In Wainwright v. Superior Court (2000) 84 Cal.App.4th 262, mother made various allegations that father was an unfit parent, including claims that father had grown marijuana in early 1995 and had been convicted of possessing a large quantity of marijuana sometime before 1995. Mother also asserted that their minor son had returned from visits with father in 1997 smelling of marijuana and talking about watering plants on father's farm. Father denied mother's allegations. Mother requested drug testing of father, and father objected. Mother asserted that drug testing was authorized by the Family Code's provision that the court shall consider a parent's "habitual or continual illegal use of controlled substances" in awarding child custody. (Fam. Code, 3011, subd. (d).) The trial court ordered father to submit to a hair drug analysis. The court found that section 3011, subdivision (d) authorizes drug tests, and that the interests of a child outweigh the privacy interests of a parent suspected of drug use.
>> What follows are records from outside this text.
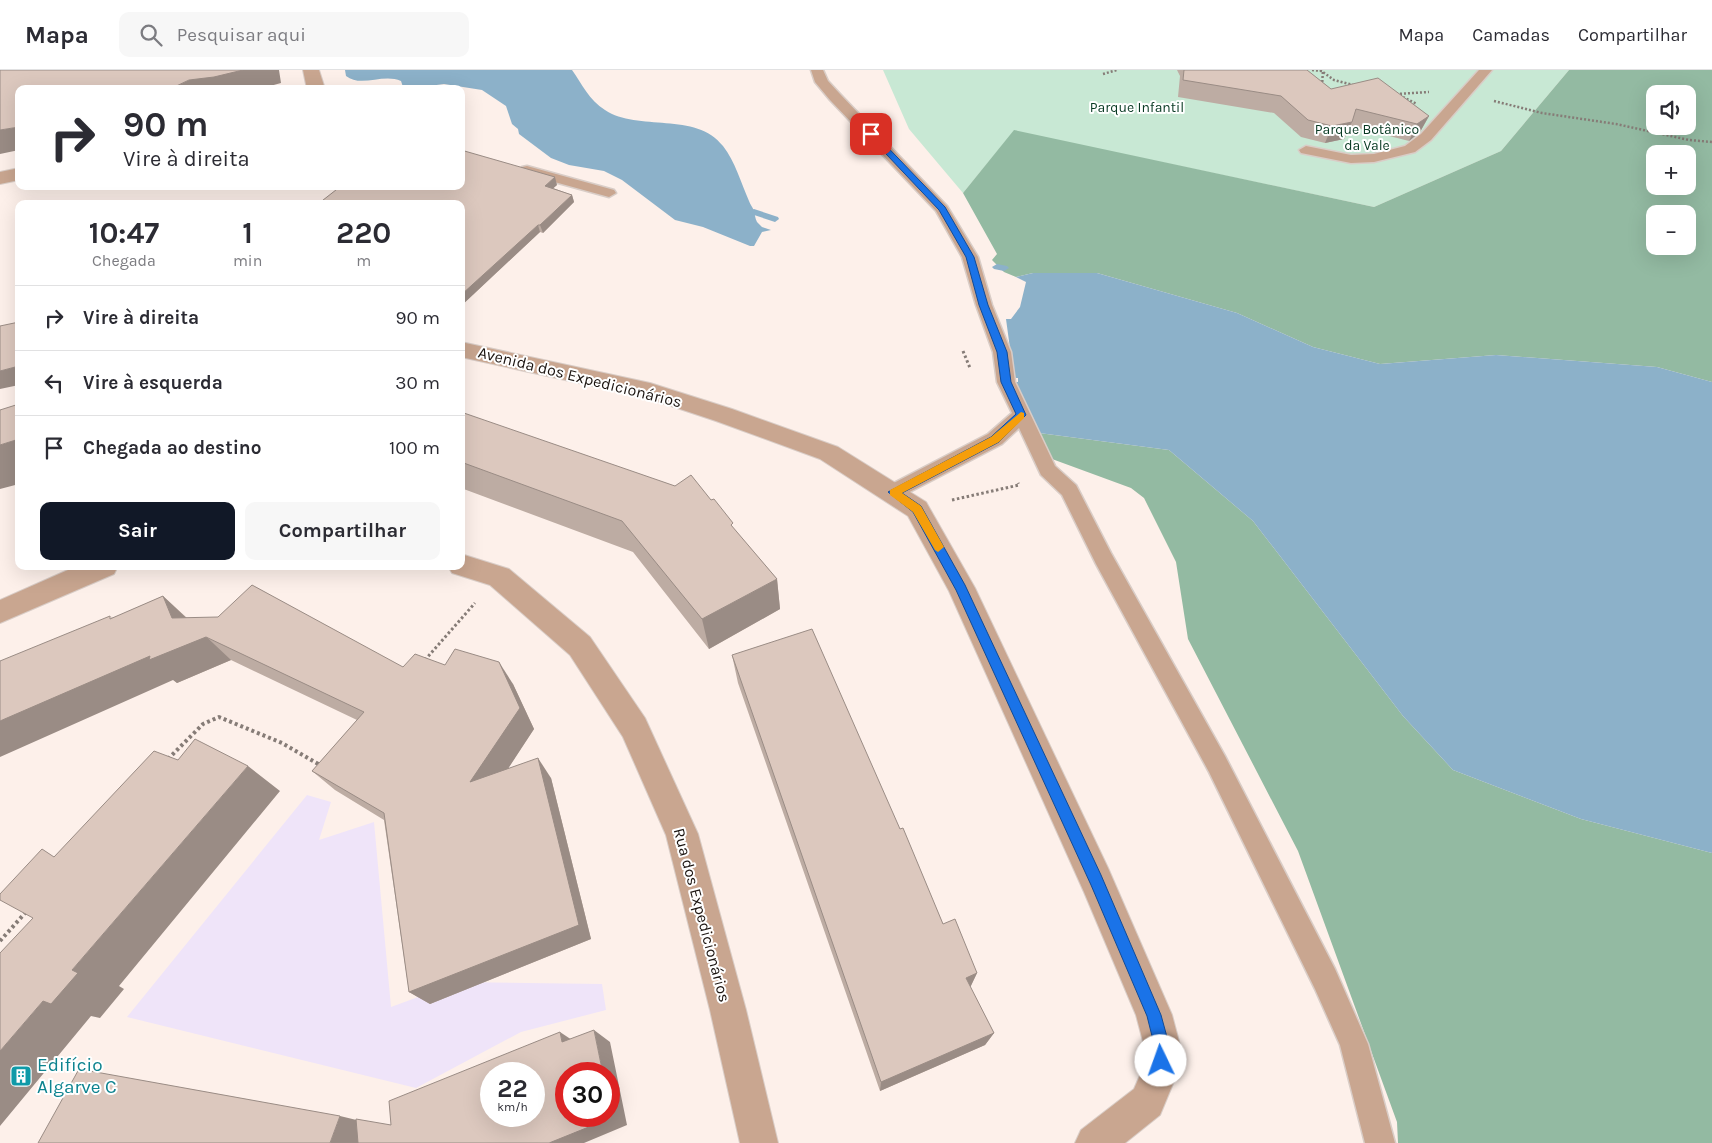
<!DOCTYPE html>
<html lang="pt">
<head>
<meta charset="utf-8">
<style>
  body { margin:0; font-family:Karla,sans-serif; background:#f7f7f7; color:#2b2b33; height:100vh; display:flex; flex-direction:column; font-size:19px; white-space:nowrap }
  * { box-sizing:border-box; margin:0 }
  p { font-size:16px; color:#7c7c81 }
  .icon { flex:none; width:28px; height:28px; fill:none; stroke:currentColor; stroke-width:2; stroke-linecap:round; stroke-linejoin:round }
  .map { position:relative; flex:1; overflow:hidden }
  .side { position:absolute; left:15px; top:130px; width:450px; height:370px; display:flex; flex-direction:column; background:#fff; border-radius:10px; box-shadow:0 5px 20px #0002 }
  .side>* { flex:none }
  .top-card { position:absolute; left:15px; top:15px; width:450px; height:105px; border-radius:10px; box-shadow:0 5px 20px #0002; background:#fff; color:#2b2b33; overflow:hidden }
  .buttons { position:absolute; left:1646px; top:15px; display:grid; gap:10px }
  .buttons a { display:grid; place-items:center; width:50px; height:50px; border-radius:10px; background:#fff; box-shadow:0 5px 20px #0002; font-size:25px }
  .speed { position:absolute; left:480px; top:992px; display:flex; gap:10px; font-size:25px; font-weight:700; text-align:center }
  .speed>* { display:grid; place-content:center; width:65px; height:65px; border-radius:50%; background:#fff; box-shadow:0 5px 20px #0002; line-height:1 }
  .speed small { font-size:12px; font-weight:400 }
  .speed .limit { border:8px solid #d22; background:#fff; color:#111 }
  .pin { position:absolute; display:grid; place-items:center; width:42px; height:42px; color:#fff; margin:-21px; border-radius:10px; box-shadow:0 2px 8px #0006 }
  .me { position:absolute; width:55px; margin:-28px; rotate:357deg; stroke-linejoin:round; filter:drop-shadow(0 0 4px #0008) }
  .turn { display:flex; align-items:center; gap:18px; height:105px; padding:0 25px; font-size:22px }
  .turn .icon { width:65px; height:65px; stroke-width:2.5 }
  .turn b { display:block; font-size:35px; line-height:42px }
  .eta { display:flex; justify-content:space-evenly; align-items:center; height:85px; text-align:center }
  .eta b { font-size:30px; font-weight:700; line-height:35px }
  .button { display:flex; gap:10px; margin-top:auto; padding:10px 25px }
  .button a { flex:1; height:58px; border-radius:10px; background:#111827; color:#fff; font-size:20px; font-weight:700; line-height:58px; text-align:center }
  .button a+a { background:#f7f7f7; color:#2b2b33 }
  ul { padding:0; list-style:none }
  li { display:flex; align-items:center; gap:15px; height:65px; padding:0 25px; border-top:1px solid #e1e1e2 }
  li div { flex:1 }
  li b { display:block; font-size:19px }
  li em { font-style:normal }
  header { display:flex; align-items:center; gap:30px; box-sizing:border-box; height:70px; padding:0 25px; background:#fff; border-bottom:1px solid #e1e1e2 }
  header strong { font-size:24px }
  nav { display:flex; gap:28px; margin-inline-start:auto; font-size:18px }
  .search { width:350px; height:45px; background:#f7f7f7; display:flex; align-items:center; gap:12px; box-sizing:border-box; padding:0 18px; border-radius:10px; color:#7c7c81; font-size:19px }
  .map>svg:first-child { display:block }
  .industrial { fill:#efe4f9 }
  .green { fill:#c8e8d4 }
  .forest { fill:#93baa2; fill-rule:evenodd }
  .water { fill:#8cb1c9 }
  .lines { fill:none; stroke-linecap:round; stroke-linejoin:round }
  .stream { fill:#8cb1c9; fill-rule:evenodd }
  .service-casing { stroke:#d9cdc7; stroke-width:3 }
  .minor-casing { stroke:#d9cdc7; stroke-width:2 }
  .path-far2 { stroke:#867c77; stroke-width:2.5; stroke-dasharray:2 2; stroke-linecap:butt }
  .path-far1 { stroke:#867c77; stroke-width:3; stroke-dasharray:2.5 2.5; stroke-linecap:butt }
  .path { stroke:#867c77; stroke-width:4; stroke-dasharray:3 3; stroke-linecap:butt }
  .service { fill:#c9a690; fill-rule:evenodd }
  .minor { fill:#c9a690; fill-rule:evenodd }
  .wall { fill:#bdaca3 }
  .shaded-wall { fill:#9a8c85 }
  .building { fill:#dcc8be; stroke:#9a8c85; fill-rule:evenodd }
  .route { fill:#1a73e8; stroke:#114b97 }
  .slow { fill:#f59e0b }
  .labels { text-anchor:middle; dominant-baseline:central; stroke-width:4; stroke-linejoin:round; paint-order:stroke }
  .far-park-label { font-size:14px; fill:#073922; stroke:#fff }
  .street-label { font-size:16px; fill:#1b1410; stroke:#fff }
  .near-culture-label { font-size:19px; fill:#0d838f; stroke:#fff; text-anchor:start }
</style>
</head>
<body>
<header>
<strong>Mapa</strong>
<div class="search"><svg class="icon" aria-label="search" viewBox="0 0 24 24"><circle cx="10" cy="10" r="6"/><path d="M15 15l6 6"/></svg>Pesquisar aqui</div>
<nav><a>Mapa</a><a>Camadas</a><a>Compartilhar</a></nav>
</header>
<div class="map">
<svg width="1712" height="1073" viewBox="0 0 1712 1073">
  <rect width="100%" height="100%" fill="#fdf0ea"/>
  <polygon class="industrial" points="307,725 331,732 319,770 374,752 391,937 459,912 602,914 606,940 521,962 416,1018 127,947"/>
  <polygon class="green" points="883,0 1569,0 1501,81 1374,137 1014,61 963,123 909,59"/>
  <g class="forest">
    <path d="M1569 0H1712V312L1657 297 1496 285 1380 294 1313 277 1237 243 1097 203H1033L1016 207 1004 202 992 190 997 184 963 123 1014 60 1374 137 1501 81ZM1655 24H1688V56H1655ZM1655 84H1688V116H1655ZM1655 144H1688V176H1655Z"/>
    <polygon points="1039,363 1169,380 1253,451 1403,646 1453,700 1581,749 1712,783 1712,1073 1398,1073 1397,1052 1298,781 1188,569 1176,492 1144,428 1131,418 1052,389"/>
  </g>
  <g class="water">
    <path d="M345 0H572C582 14 589 30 605 40 638 62 696 41 723 76 735 91 741 113 749 131 750 134 753 138 754 141 755 145 755 148 757 152L762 157 771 160 762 162 754 176H750L703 157 675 150 622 110 604 101 569 95 551 88 519 64 518 59 512 54 506 36 482 20 444 14 407 19 403 17 401 11C383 3 361 18 346 6Z"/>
    <polygon points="1033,203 1097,203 1237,243 1313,277 1380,294 1496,285 1657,297 1712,312 1712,783 1581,749 1453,700 1403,646 1253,451 1169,380 1039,363 1015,312 1018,312 1018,308 1014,308 1006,249 1011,249 1020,237 1026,212 1016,207"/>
  </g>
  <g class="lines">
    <g class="stream">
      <polygon points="754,139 778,147 779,149 775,152 751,144 751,140"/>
      <polygon points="997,194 1007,196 1009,198 1004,201 994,199 992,197"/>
    </g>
    <g class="service-casing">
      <g id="service">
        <polygon points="811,0 823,0 828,11 840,24 947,136 978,187 992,235 1011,282 1015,312 1055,396 1076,415 1111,483 1225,686 1335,899 1368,974 1395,1073 1365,1073 1340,975 1315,919 1209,702 1096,494 1062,425 1041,405 1019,358 1002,374 900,427 893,429 886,427 883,422 886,417 988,364 1012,343 997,312 993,282 976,235 962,187 936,141 830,30 815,12"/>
        <polygon points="1479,0 1492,0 1431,70 1415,82 1374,92 1351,93 1301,83 1299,80 1306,76 1351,85 1374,84 1405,76 1421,64"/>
        <polygon points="527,96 614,120 616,123 609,127 522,103 520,100 522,97"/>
      </g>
    </g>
    <g class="minor-casing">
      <g id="minor">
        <polygon points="303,0 319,0 325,19 307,19"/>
        <polygon points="19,98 19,110 0,114 0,102"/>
        <polygon points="461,272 650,313 732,339 838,377 926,432 975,518 1108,798 1172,945 1181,979 1177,1004 1160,1045 1125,1073 1075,1073 1081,1060 1134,1019 1141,1003 1145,979 1136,945 1084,822 949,521 908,446 820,389 716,351 647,328 461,287"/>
        <polygon points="461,484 509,499 590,567 645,648 698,764 746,940 778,1073 740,1073 710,940 666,765 623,667 570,585 490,515 452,503 448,496 461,496"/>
        <polygon points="77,496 118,496 114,504 0,553 0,530"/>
      </g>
    </g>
    <g class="path-far2">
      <polyline points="1312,0 1322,1"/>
      <polyline points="1320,0 1334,10 1353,15"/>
      <polyline points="1103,4 1117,0"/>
      <polyline points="1322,16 1323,0"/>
      <polyline points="1396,24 1429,22"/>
      <polyline points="1403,27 1417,34"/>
      <polyline points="1494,31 1542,43 1616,54 1689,70 1712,72"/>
    </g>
    <g class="path-far1">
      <polyline points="963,281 970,298"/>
      <polyline points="952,430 1019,415 1018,413"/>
      <polyline points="425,590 475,533"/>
    </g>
    <g class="path">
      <polyline points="168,689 203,654 219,647 282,673 320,695"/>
      <polyline points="0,871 26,842"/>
    </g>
    <use href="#service" class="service"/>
    <use href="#minor" class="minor"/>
  </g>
  <g class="wall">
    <polygon points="1177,0 1307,0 1331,19 1429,46 1420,62 1409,71 1350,56 1344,69 1325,73 1301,67 1274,43 1178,27 1180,6"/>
    <polygon points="557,115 553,118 572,125 574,132 543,163 540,162 461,236 461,134"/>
    <polygon points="461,342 734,459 777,509 780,539 709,579 633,482 461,418"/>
    <polygon points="163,526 187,548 403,597 445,595 513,614 534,659 508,698 551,708 591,869 430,934 409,922 384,750 335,720 312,701 357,650 231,590 177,613 110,546 113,548"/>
    <polygon points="732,585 900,759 943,854 977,903 970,917 994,963 985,975 880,1021 738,613"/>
  </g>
  <g class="shaded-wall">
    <polygon points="243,0 279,0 281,13 259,19 170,19 189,10"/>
    <polygon points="1429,46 1420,62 1409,71 1417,54"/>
    <polygon points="1352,52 1344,69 1325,73 1332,56"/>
    <polygon points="19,57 19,80 0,84 0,60"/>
    <polygon points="555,107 557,115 547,124 545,116"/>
    <polygon points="572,125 574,132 543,163 540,155"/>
    <polygon points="538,155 540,162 461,236 461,225"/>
    <polygon points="19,296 19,315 0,319 0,301"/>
    <polygon points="19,369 19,414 0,419 0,375"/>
    <polygon points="777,509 780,539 709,579 702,549"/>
    <polygon points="163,526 231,590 177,613 173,610 0,687 0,651 172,548"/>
    <polygon points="499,592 513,614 534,659 487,731 470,712"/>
    <polygon points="538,688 551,708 591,869 430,934 409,922"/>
    <polygon points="248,696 280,721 119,916 124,919 100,948 91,946 0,1056 0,981 43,931 72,900"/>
    <polygon points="977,903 970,918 966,908"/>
    <polygon points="594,960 610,972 627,1055 584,1073 549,1073 609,1035 609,1004 603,1004"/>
    <polygon points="560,962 578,974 562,972"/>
    <polygon points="994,963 985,975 880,1021 881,1012"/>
    <polygon points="340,1046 373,1054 366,1073 330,1073"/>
  </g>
  <g class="building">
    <polygon points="0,0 243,0 214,7 189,10 170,19 19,19 19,57 0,60"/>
    <polygon points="1184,0 1307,0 1331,19 1378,8 1429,46 1417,54 1356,39 1352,52 1332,56 1308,50 1281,26 1183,10"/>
    <polygon points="461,80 555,107 545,116 572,125 540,155 538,155 461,225 461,134 318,134 341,116 461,116"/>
    <polygon points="19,252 19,296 0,301 0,256"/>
    <polygon points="19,334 19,369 0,375 0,340"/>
    <polygon points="461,342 675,416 691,405 711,430 714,429 733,453 731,455 777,509 702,549 622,451 461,392"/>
    <polygon points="252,515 403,597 415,584 445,595 455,579 499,592 520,638 470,712 538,688 579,855 409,922 384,743 312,701 364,642 206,567 149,590 150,586 0,651 0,591 110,546 110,549 163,526 172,548 218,547"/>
    <polygon points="812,559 900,759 903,758 943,854 955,849 977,903 966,908 994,963 881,1012 732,585"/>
    <polygon points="195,669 248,696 72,900 78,903 51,934 43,931 0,981 0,883 33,848 0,830 0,824 42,779 54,787 154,681 178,690"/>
    <path d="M594 960 603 1004H566V1046H609V1035L611 1048 549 1073H358L356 1049 391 1055 389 1031 560 962 562 972ZM491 1004H534V1046H491Z"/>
    <polygon points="79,999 340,1046 330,1073 38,1073"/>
  </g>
  <polygon class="route" points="869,63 874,63 945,137 974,187 988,235 1007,282 1011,312 1026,345 999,372 902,423 921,436 965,515 1101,805 1161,945 1170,978 1166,996 1161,999 1156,996 1153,991 1155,978 1147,946 1091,815 956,520 913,442 888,422 991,367 1016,344 1001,312 997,282 979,235 966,187 939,140 869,66"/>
  <polygon class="slow" points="1021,342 1024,343 1024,348 999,372 902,423 921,436 944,477 938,482 935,480 913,442 890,425 890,420 991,367"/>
  <defs>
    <g id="building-square" transform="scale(1.125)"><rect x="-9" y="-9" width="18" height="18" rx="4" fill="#0f9aa8" stroke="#fff"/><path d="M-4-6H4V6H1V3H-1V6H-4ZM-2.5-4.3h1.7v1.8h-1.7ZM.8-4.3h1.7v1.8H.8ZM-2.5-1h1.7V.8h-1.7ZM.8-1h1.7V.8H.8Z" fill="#fff"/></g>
  </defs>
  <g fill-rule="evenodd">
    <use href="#building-square" x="21" y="1006"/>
  </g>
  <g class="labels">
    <g class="far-park-label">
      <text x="1137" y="37">Parque Infantil</text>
      <text x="1367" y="59">Parque Botânico<tspan x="1367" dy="16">da Vale</tspan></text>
    </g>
    <g class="street-label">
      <text transform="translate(580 307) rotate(14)">Avenida dos Expedicionários</text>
      <text transform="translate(702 845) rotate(75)">Rua dos Expedicionários</text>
    </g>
    <g class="near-culture-label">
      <text x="37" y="995">Edifício<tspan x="37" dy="22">Algarve C</tspan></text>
    </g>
  </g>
</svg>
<div class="buttons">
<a><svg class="icon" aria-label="sound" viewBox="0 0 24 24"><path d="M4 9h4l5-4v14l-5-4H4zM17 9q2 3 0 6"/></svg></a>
<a>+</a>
<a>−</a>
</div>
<div class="speed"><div>22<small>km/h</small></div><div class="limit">30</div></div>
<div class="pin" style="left:871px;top:64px;background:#d93025"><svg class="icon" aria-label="arrive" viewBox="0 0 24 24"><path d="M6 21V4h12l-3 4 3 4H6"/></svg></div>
<svg class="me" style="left:1161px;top:991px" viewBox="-20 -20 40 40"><circle r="19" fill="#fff"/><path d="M0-13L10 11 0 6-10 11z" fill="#1a73e8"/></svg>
<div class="top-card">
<div class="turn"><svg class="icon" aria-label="right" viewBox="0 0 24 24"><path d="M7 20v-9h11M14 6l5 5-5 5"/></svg><div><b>90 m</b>Vire à direita</div></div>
</div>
<section class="side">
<div class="eta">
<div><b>10:47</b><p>Chegada</p></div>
<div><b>1</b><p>min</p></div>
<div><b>220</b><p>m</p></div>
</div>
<ul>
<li><svg class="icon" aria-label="right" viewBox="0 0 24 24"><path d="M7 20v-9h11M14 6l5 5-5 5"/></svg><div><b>Vire à direita</b></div><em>90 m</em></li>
<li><svg class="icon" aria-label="left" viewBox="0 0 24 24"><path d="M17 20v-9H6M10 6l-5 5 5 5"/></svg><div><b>Vire à esquerda</b></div><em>30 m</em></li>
<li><svg class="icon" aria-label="arrive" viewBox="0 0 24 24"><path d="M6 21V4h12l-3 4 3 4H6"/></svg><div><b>Chegada ao destino</b></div><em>100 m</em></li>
</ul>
<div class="button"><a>Sair</a><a>Compartilhar</a></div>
</section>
</div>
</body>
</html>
The Wainwright court vacated the trial court's order and held that a family court's power to require "independent corroboration" before considering allegations of a parent's drug or alcohol abuse does not authorize the court to order drug testing. (Fam. Code, 3011, subd. (d).) "Interpreting section 3011, subdivision (d) to permit court-compelled drug testing in child custody disputes would present serious constitutional concerns. Governmentally compelled drug testing implicates the federal and state right to be free of unreasonable searches and seizures, and the state right of privacy. (U. S. Const., 4th Amend.; Cal. Const., art. I, 1, 13; Loder v. City of Glendale (1997) 14 Cal.4th 846, 876, 896, 927 P.2d 1200 . . . .)" ( Wainwright v. Superior Court, supra, 84 Cal.App.4th at p. 267.)